[127] Ce trait correspond au passage de notre conte où Adolphe doit retrouver la fille du roi, qui est on ne sait où—Dans un conte portugais (Coelho, no 19), dont nous donnerons le résumé à l'occasion de notre no 73, la Belle aux cheveux d'or, c'est la fille du roi qu'il s'agit de retrouver, comme dans le conte français.
[128] Inutile de faire remarquer que cette partie du conte avare correspond au Petit Poucet de Perrault.
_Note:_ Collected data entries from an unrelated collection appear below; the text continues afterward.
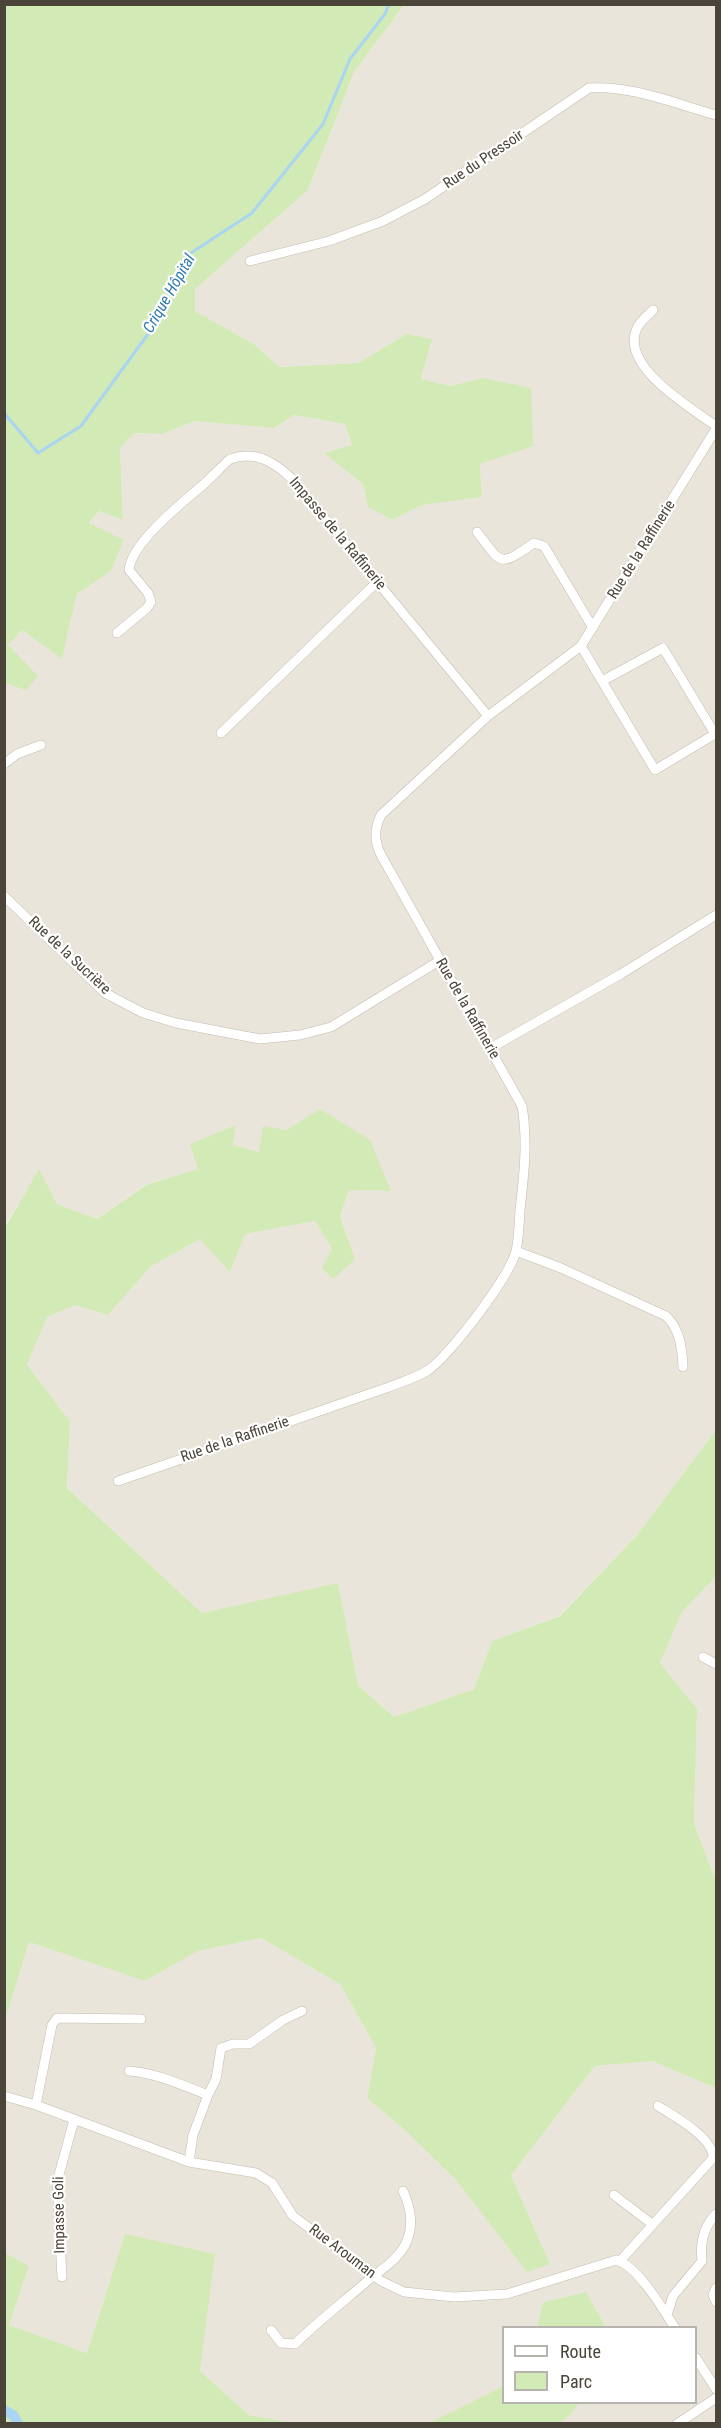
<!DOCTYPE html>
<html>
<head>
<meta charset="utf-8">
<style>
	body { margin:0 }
	#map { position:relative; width:721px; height:2428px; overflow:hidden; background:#f6f3ec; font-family:"Roboto Condensed",sans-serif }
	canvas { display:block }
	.frame { position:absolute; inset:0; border:6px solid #4b4439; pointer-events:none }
	.legend { position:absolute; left:502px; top:2326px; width:195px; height:78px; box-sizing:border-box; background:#fff; border:2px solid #b7b4b0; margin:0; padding:8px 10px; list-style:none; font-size:18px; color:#4b4439 }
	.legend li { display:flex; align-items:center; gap:12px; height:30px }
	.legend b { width:30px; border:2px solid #b7b4b0 }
</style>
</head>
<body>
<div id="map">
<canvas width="721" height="2428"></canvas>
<div class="frame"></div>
<ul class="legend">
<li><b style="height:8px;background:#fff"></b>Route</li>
<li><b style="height:16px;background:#d2eab5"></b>Parc</li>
</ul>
</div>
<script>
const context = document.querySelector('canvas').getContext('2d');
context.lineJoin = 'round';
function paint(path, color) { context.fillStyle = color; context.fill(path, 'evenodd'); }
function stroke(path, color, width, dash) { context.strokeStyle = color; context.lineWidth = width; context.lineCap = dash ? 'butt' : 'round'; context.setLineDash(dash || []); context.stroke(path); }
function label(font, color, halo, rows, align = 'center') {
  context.font = font + ' "Roboto Condensed",sans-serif'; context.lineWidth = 4.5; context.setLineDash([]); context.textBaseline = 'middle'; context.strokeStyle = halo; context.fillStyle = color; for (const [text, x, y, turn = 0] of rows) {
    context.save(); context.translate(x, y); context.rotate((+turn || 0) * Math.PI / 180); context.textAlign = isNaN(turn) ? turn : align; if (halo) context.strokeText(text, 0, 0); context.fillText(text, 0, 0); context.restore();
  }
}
const residential = new Path2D(`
	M404 5H716V1430L637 1535 559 1616 492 1641 474 1689 394 1717 358 1685 338 1584 202 1613 67 1488 70 1421 27 1365 47 1317 75 1305 108 1315 150 1267 200 1239 245 1234 315 1221 332 1249 355 1259 340 1216 349 1189 390 1191 320 1109 259 1152 233 1145 235 1125 199 1169 145 1185 97 1219 57 1204 39 1170 6 1224H5V683L26 689 8 644 22 630 62 659 77 594 111 571 124 540 89 524 99 511 123 520 120 448 134 433 163 434 194 421 274 428 294 415 345 424 352 445 325 453 363 484 368 507 392 520 422 505 482 497 480 464 484 378 450 386 421 379 432 339 407 334 358 363 279 367 254 344 195 311V289L308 190 354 72Z
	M716 1576V1881L694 1824 697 1709 660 1663 682 1612Z
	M261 1938 340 1984 376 2048 367 2098 407 2132 456 2180 527 2271 550 2264 511 2175 595 2066 652 2061 716 2088V2423H560L571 2414 579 2403 696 2402V2328L606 2327 586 2292 543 2302 537 2327 504 2328 503 2386 429 2423H294L249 2415 200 2371 214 2254 125 2235 87 2353 9 2325 29 2266 5 2253V2021L29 1942 145 1981 198 1951Z`);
const green = new Path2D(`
	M5 4 404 5 354 72 308 190 195 289V311L254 344 279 367 358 363 407 334 432 339 421 379 450 386 483 378 531 388 533 446 480 464 482 497 422 505 392 520 368 507 363 484 324 453 352 445 345 424 294 415 274 428 194 421 163 434 134 433 120 448 123 520 99 511 89 523 124 540 111 571 77 594 62 659 22 630 8 645 38 676 26 690 5 683Z
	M320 1109 370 1140 391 1191 349 1190 340 1216 355 1259 333 1279 322 1268 332 1249 315 1221 245 1234 230 1272 200 1239 150 1267 108 1315 75 1305 47 1317 27 1365 70 1421 67 1488 202 1613 338 1583 358 1685 394 1717 474 1689 492 1641 560 1616 637 1535 716 1430V1576L682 1612 660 1663 697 1709 694 1824 716 1881V2088L652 2061 595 2066 511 2175 550 2264 527 2272 456 2180 407 2132 367 2098 376 2048 340 1984 261 1938 198 1951 145 1981 29 1942 5 2021V1224H7L39 1169 57 1204 97 1219 146 1185 198 1169 190 1144 236 1125 233 1145 259 1152 263 1126 287 1130Z
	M125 2234 215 2254 200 2371 249 2415 294 2423H5V2253L29 2266 9 2325 87 2353Z
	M586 2292 606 2327H537L543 2302Z
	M503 2386 504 2402 579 2403 571 2414 560 2423H429Z`);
const stream = new Path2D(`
	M4 413 38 453 81 426 148 334 191 253 252 213 323 124 350 59 385 14 389 4`);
const canal = new Path2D(`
	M4 2410 13 2415 18 2424`);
const minor = new Path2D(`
	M250 261 329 241 383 221 425 199 589 88C632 85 676 104 716 115
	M653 310C647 316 641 320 637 328 619 366 691 408 716 426
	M477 532C502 564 498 568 534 543L544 546 593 628
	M117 633 147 608 151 602 148 593 129 570C131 543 183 502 204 484 213 476 221 467 230 459 257 450 276 463 294 481L488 716
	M581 646 655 770 715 734 663 648 602 681
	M221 733 377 582
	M4 764 17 754 41 745
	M4 896 105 993 143 1013 176 1023 260 1039 300 1035 331 1027 439 961
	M489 1049 621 974 716 915
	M516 1251 561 1268 666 1316C680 1329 682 1348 683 1367
	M118 1481 389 1387C401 1382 415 1378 427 1371 447 1359 511 1275 516 1251 519 1238 519 1224 520 1210 524 1175 528 1141 522 1106L381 855C374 841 374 829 381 815L488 716 581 646 716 429
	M703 1657 716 1664
	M129 2071C156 2073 182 2085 208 2095
	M4 2096 36 2105 189 2162 256 2173 272 2183 293 2216 381 2281 404 2292 454 2297 507 2294 616 2260C637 2265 663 2309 675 2328
	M36 2105 52 2025 57 2018 141 2019
	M189 2162 193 2135 208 2095 216 2079 221 2048 233 2044H249L283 2020 302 2011
	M614 2195 652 2224
	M620 2261 713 2158C714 2138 674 2116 658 2106
	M62 2277 57 2182 74 2120
	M716 2288 713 2295 716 2302
	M667 2315 673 2296 702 2261C700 2243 703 2227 716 2214
	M271 2330 281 2343 295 2344C319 2320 346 2300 372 2277 385 2267 397 2260 405 2245 414 2228 411 2208 403 2191
	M696 2358 716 2389
	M677 2424 716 2398`);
const streetNames = [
	["Rue du Pressoir",484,160,-34],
	["Impasse de la Raffinerie",337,534,50],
	["Rue de la Raffinerie",642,550,-58],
	["Rue de la Sucrière",69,956,43],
	["Rue de la Raffinerie",467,1009,60],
	["Rue de la Raffinerie",235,1440,-19],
	["Impasse Goli",60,2215,-91],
	["Rue Arouman",342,2252,37]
];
const waterNames = [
	["Crique Hôpital",170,294,-60]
];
paint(residential, '#eae5da');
paint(green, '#d2eab5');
stroke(stream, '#a9d4f2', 3);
stroke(canal, '#a9d4f2', 10);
stroke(minor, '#c2bbae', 10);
stroke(minor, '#fff', 9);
label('15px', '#4b4439', '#fff', streetNames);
label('italic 16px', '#2e7ab2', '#fff', waterNames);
</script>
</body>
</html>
Dans plusieurs contes européens du type de Tchilbik, ce sont les coiffures que le héros échange, comme dans Perrault.
[129] Ce même conte se retrouve chez les Kabyles (Rivière, p. 224). Bien qu'il soit, en général, assez altéré, il est, sur un point important, un peu mieux conservé que le conte avare. Après s'être échappés de chez l'ogresse, les sept frères rentrent chez leur père. Un jour, l'un d'eux dit à celui-ci: «O mon père, il y a chez l'ogresse un tapis qui s'étend seul. Amor (l'un des frères, le héros du conte) nous le rapportera.»
[130] Ici ce sont trois frères qui reçoivent chacun successivement un des objets merveilleux.
[131] Comparer le conte russe cité plus haut.
[132] Comparer le groupe de contes européens, ci-dessus indiqué, où des génies armés de bâtons sortent, au commandement, d'un sac, d'un tonneau ou d'une bouteille.—En Orient, nous retrouvons aussi les génies bienfaisants des contes européens. Ainsi, dans un conte des Mille et une Nuits (Histoire de Djaudar), figure un bissac «où habite un serviteur (c'est-à-dire un génie) qui donne tous les mets que l'on désire».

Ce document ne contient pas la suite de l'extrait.